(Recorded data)
*** Begin section ***
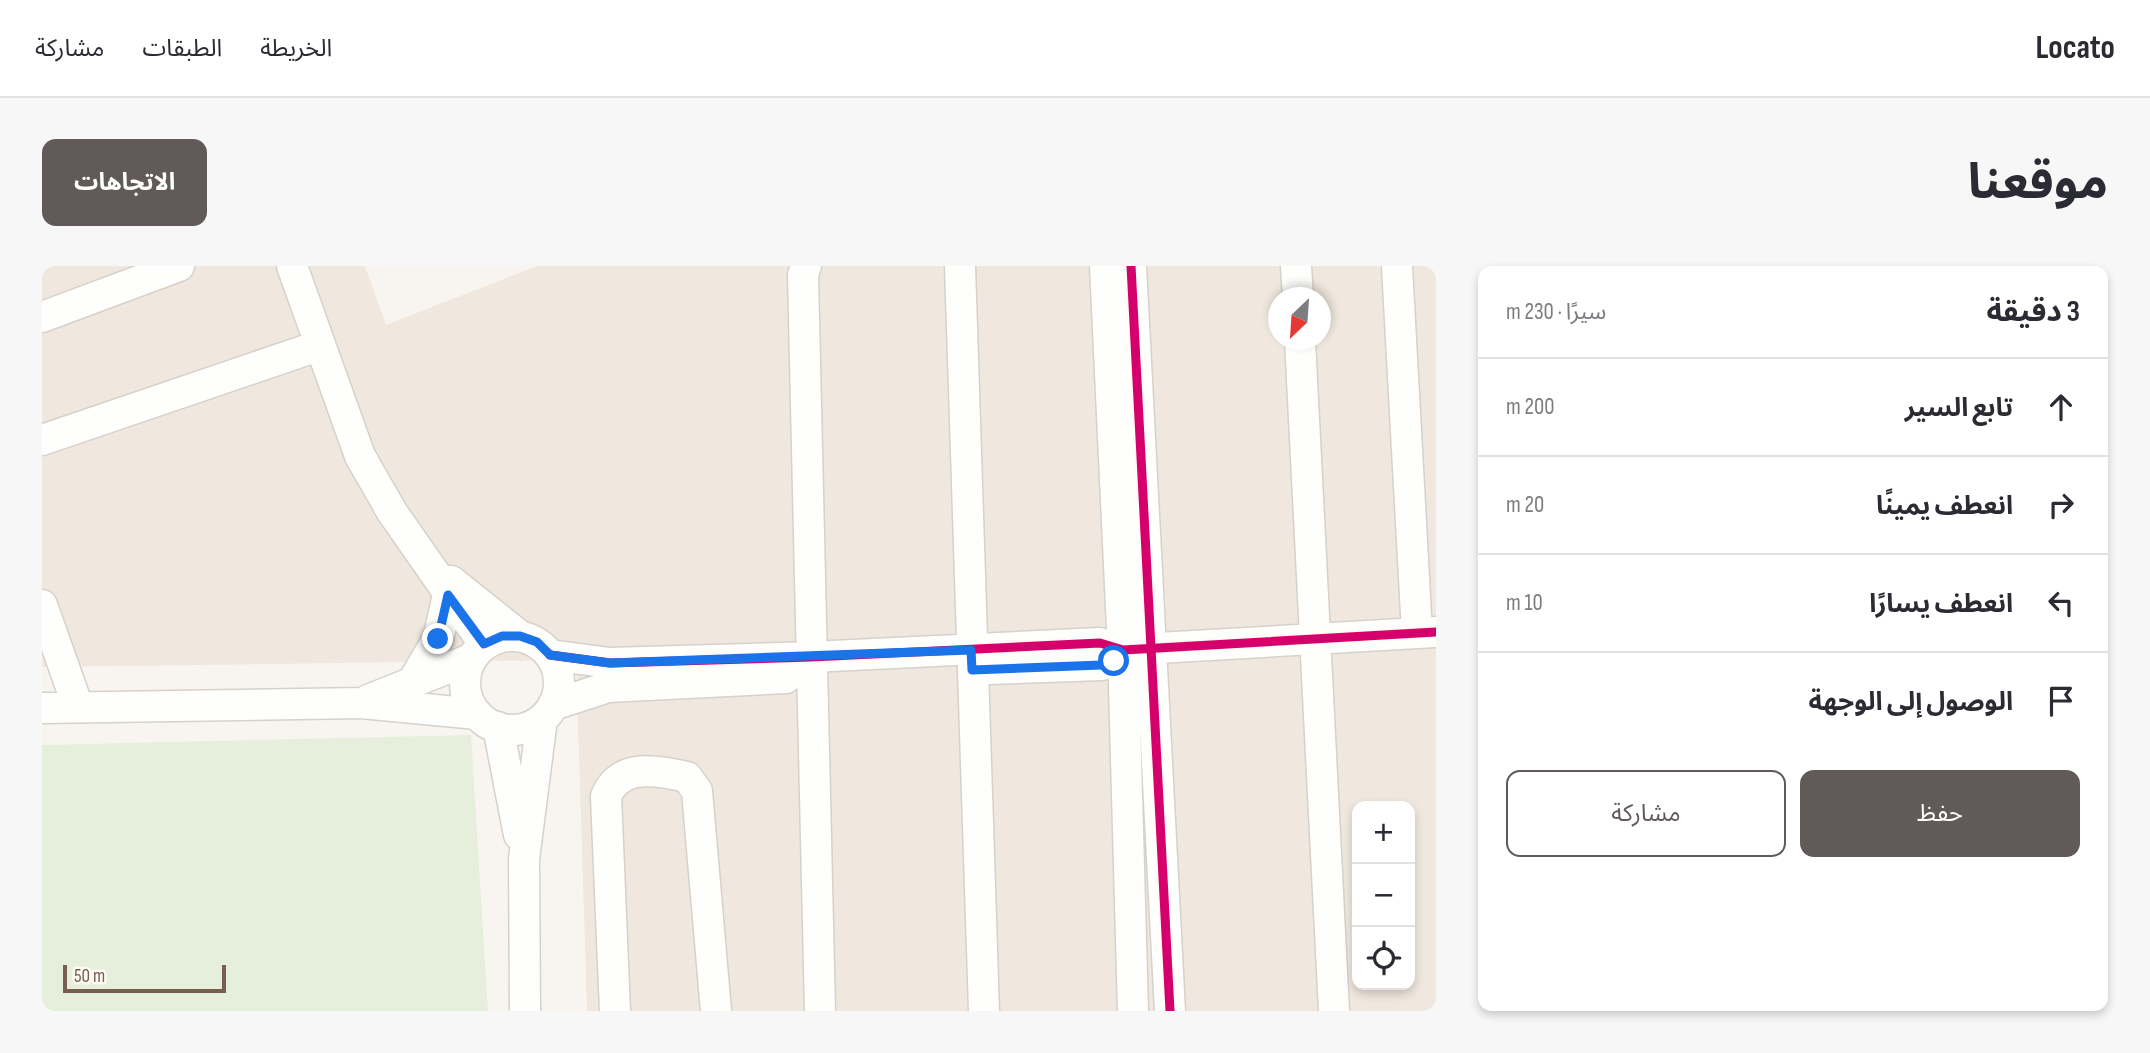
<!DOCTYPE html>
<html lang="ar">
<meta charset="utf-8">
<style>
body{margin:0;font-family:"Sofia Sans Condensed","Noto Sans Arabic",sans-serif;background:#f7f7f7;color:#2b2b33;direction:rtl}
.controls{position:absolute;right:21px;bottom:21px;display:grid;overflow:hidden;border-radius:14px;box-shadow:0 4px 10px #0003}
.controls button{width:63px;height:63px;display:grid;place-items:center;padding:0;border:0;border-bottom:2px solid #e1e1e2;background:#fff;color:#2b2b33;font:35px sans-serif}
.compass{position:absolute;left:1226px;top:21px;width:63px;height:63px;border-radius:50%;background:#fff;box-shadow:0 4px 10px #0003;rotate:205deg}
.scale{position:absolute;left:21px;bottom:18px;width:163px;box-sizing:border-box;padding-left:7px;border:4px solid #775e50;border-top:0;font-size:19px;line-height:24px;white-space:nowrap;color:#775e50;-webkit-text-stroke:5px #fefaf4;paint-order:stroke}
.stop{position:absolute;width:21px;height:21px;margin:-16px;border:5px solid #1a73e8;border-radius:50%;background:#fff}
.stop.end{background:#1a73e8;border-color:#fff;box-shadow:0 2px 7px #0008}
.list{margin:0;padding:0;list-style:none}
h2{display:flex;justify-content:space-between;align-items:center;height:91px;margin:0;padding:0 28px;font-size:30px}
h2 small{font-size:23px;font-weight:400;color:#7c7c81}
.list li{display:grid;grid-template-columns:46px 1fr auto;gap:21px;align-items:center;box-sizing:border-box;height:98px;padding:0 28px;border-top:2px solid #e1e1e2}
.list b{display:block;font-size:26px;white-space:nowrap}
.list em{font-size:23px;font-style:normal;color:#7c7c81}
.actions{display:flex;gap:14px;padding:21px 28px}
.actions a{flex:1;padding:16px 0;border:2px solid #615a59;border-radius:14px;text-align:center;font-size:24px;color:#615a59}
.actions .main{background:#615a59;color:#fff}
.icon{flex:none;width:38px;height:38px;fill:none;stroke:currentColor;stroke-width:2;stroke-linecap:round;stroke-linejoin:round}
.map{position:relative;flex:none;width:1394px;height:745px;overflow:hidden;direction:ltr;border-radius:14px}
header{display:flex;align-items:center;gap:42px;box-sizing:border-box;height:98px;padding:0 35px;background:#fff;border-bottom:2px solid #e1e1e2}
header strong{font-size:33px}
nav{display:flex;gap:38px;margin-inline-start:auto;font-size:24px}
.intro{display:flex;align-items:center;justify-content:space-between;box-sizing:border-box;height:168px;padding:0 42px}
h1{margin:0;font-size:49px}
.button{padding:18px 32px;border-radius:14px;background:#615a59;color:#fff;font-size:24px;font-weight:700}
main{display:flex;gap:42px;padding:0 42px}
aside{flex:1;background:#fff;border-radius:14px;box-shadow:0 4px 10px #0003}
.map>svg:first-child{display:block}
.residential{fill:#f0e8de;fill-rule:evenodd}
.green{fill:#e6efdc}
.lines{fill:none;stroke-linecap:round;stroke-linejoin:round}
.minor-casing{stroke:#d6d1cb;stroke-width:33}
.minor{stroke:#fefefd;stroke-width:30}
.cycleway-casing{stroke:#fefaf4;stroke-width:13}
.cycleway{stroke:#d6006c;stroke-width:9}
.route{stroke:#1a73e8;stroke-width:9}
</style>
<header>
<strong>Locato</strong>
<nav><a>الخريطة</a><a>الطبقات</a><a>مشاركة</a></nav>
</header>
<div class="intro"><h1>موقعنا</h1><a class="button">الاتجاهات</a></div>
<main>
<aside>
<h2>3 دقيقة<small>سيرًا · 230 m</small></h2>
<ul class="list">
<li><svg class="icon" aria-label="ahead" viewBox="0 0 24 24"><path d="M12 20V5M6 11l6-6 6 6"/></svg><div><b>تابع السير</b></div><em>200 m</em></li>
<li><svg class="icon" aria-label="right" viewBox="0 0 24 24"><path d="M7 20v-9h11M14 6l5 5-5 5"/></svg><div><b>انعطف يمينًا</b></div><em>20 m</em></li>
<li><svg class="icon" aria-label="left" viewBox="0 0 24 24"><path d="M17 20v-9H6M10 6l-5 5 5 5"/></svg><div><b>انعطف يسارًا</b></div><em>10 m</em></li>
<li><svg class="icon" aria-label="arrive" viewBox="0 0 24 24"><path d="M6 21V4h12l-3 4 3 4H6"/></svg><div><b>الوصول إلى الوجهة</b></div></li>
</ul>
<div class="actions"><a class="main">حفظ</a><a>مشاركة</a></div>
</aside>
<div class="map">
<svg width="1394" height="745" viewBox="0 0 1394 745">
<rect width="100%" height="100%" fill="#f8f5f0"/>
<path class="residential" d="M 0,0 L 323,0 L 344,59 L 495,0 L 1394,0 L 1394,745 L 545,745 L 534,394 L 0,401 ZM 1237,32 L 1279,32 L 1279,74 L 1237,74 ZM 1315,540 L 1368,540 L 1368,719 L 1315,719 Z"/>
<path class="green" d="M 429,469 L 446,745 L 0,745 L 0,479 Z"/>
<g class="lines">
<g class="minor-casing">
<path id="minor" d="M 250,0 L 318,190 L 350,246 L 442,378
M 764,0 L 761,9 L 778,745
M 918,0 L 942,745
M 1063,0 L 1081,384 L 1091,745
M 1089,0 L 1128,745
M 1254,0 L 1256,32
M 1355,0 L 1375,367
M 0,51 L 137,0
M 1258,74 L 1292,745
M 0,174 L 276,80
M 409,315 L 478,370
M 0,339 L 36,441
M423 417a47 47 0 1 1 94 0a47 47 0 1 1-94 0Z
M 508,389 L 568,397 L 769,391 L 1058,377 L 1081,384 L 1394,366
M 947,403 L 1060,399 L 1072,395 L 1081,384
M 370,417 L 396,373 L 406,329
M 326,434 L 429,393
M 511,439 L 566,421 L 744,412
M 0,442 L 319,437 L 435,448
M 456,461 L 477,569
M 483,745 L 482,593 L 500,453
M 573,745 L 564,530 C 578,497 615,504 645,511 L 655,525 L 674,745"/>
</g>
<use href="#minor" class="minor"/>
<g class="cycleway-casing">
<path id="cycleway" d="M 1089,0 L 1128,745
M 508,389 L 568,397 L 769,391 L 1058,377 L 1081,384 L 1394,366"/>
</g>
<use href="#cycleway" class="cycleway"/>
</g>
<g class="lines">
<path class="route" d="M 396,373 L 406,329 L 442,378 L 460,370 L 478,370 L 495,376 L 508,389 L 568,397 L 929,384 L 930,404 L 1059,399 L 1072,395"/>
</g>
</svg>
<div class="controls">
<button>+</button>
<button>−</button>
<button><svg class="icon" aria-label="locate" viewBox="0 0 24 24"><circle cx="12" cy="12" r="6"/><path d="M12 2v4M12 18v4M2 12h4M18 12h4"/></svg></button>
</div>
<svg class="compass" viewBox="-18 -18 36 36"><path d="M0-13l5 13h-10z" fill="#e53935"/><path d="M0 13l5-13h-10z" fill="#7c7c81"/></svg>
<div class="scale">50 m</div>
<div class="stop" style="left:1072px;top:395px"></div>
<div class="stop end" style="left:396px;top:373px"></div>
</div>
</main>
*** End section ***
All lines with the word "none" are needed; pull them from the entries and copy each.

.list{margin:0;padding:0;list-style:none}
.icon{flex:none;width:38px;height:38px;fill:none;stroke:currentColor;stroke-width:2;stroke-linecap:round;stroke-linejoin:round}
.map{position:relative;flex:none;width:1394px;height:745px;overflow:hidden;direction:ltr;border-radius:14px}
.lines{fill:none;stroke-linecap:round;stroke-linejoin:round}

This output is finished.